Abstract

Image-guided phototherapy is extensively considered as a promising therapy for cancer treatment. To enhance translational potential of this modality, we developed a single agent-based biocompatible nanoplatform that provides both real time near-infrared (NIR) fluorescence imaging and combinatorial phototherapy with dual photothermal and photodynamic therapeutic mechanisms.
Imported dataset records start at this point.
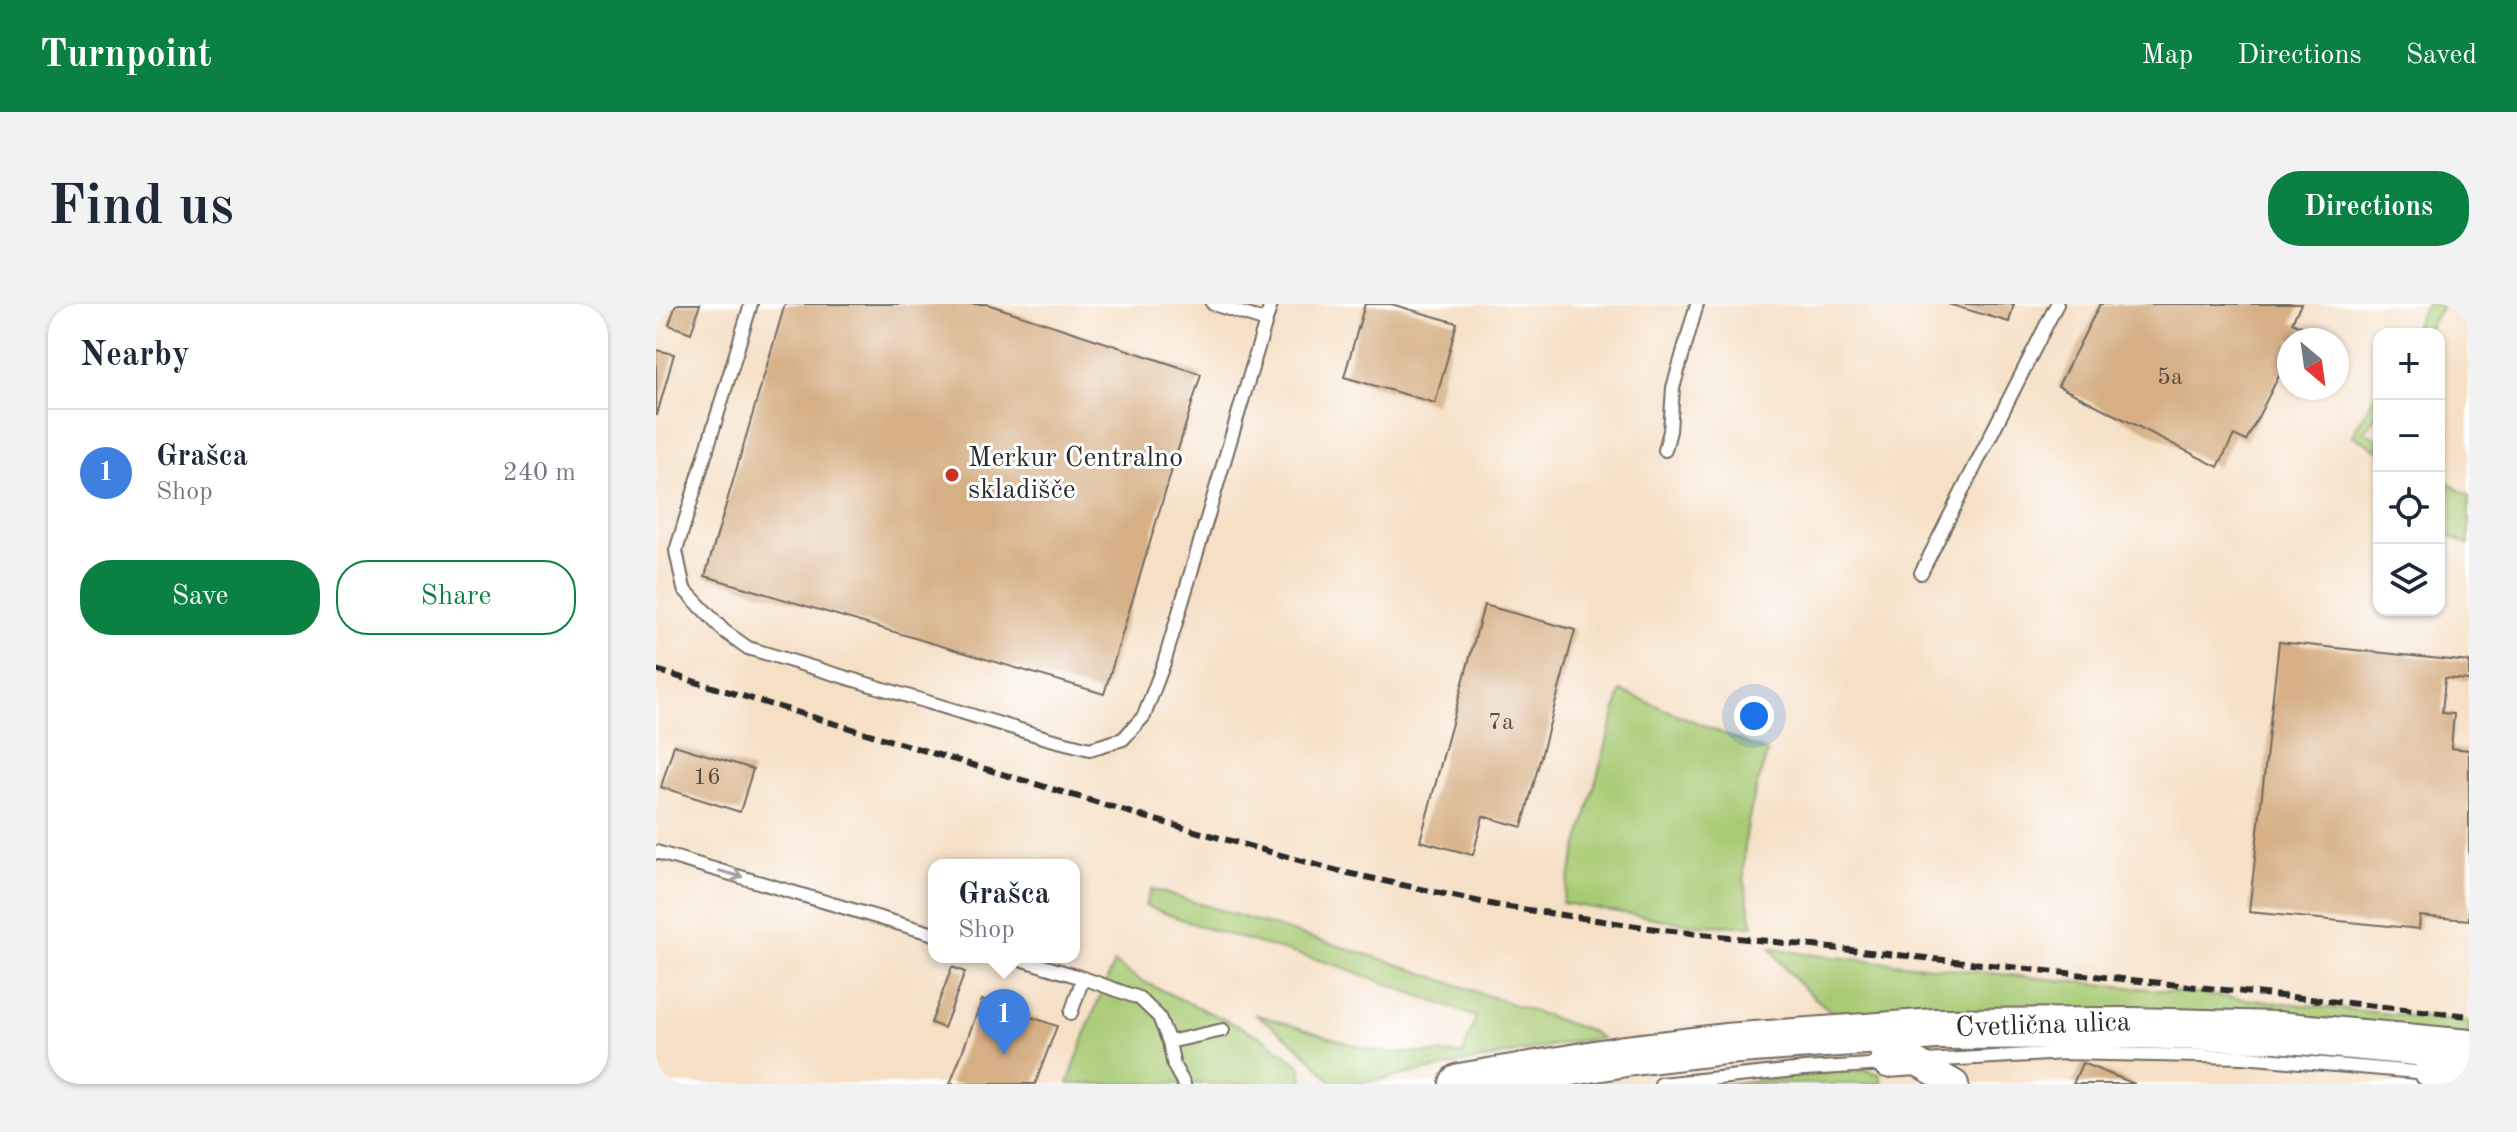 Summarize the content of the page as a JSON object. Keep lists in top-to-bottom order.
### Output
{
  "streets": {
    "street": ["Cvetlična ulica"]
  },
  "places": ["Merkur Centralno skladišče"],
  "house_numbers": ["5a", "7a", "16"],
  "north": "bottom right",
  "page": {
    "header": "Turnpoint",
    "nav": ["Map", "Directions", "Saved"],
    "buttons": [
      "Directions",
      ["Save", "Share"]
    ],
    "title": "Find us",
    "heading": "Nearby",
    "map_buttons": ["+", "−"],
    "list": [
      {
        "mark": "1",
        "name": "Grašca",
        "note": "Shop",
        "value": "240 m"
      }
    ],
    "popup": ["Grašca", "Shop"],
    "pins": "1"
  }
}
The developed theranostic nanoplatform consists of two building blocks: (1) silicon naphthalocyanine (SiNc) as a NIR fluorescence imaging and phototherapeutic agent and (2) a copolymer, poly(ethylene glycol)-block-poly(ε-caprolactone) (PEG–PCL) as the biodegradable SiNc carrier. Our simple, highly reproducible, and robust approach results in preparation of spherical, monodisperse SiNc-loaded PEG–PCL polymeric nanoparticles (SiNc-PNP) with a hydrodynamic size of 37.66 ± 0.26 nm (polydispersity index = 0.06) and surface charge of −2.76 ± 1.83 mV. The SiNc-loaded nanoparticles exhibit a strong NIR light absorption with an extinction coefficient of 2.8 × 105 M–1 cm–1 and efficiently convert the absorbed energy into fluorescence emission (ΦF = 11.8%), heat (ΔT ∼ 25 °C), and reactive oxygen species. Moreover, the SiNc-PNP are characterized by superior photostability under extensive photoirradiation and structure integrity during storage at room temperature over a period of 30 days. Following intravenous injection, the SiNc-PNP accumulated selectively in tumors and provided high lesion-to-normal tissue contrast for sensitive fluorescence detection. Finally, adriamycin-resistant tumors treated with a single intravenous dose of SiNc-PNP (1.5 mg/kg) combined with 10 min of a 785 nm light irradiation (1.3 W/cm2) were completely eradicated from the mice without cancer recurrence or side effects. The reported characteristics make the developed SiNc-PNP a promising platform for future clinical application.